Supplied information
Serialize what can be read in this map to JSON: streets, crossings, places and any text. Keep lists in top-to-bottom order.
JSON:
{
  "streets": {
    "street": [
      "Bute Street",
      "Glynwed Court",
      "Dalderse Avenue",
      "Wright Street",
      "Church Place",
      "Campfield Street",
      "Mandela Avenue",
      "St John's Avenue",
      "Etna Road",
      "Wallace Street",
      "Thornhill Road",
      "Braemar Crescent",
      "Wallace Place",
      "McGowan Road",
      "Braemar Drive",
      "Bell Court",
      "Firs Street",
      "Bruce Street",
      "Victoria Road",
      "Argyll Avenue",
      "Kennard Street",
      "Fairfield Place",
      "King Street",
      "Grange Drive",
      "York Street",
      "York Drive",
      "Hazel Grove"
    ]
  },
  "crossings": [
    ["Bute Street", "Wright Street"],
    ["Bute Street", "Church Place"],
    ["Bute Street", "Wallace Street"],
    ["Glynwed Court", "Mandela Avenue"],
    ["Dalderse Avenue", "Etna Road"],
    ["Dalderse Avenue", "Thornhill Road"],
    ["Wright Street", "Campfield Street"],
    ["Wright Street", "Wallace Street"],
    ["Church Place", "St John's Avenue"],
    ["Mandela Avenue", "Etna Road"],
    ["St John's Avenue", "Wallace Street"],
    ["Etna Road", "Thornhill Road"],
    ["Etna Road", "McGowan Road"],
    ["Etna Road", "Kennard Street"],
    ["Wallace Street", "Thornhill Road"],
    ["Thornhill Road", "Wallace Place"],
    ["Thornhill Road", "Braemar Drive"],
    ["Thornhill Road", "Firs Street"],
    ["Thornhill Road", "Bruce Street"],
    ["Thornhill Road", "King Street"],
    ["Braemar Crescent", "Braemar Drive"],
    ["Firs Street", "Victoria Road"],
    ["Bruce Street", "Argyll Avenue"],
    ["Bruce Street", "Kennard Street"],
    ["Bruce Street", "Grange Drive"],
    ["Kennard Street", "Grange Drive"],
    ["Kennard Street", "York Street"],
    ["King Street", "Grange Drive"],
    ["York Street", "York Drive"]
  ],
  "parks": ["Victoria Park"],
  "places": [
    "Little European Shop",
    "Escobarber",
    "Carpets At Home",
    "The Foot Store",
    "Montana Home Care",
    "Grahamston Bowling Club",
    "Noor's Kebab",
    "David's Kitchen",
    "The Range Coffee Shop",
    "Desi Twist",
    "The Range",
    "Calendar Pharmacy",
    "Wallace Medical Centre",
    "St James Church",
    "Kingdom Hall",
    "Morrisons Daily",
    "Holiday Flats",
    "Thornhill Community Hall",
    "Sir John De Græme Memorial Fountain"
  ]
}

Work order
List the lines of the entries that include "Bute".

Written reply
      "Bute Street",
    ["Bute Street", "Wright Street"],
    ["Bute Street", "Church Place"],
    ["Bute Street", "Wallace Street"],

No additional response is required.